**WHAT THE TASK REQUIRES**.
Your answer should be the complete set of entries, transcribed exactly.

**DATA RECORDS**.
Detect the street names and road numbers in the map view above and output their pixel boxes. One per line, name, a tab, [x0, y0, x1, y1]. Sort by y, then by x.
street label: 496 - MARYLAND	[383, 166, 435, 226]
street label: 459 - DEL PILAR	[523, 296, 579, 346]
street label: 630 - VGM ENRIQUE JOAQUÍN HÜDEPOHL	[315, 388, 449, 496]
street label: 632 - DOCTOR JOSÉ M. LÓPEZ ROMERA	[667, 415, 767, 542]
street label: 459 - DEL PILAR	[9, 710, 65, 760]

**RESULT OF THIS EXERCISE**.
Detect the street names and road numbers in the map view above and output their pixel boxes. One per line, name, a tab, [x0, y0, x1, y1]. Sort by y, then by x.
street label: 496 - MARYLAND	[383, 166, 435, 226]
street label: 459 - DEL PILAR	[523, 296, 579, 346]
street label: 630 - VGM ENRIQUE JOAQUÍN HÜDEPOHL	[315, 388, 449, 496]
street label: 632 - DOCTOR JOSÉ M. LÓPEZ ROMERA	[667, 415, 767, 542]
street label: 459 - DEL PILAR	[9, 710, 65, 760]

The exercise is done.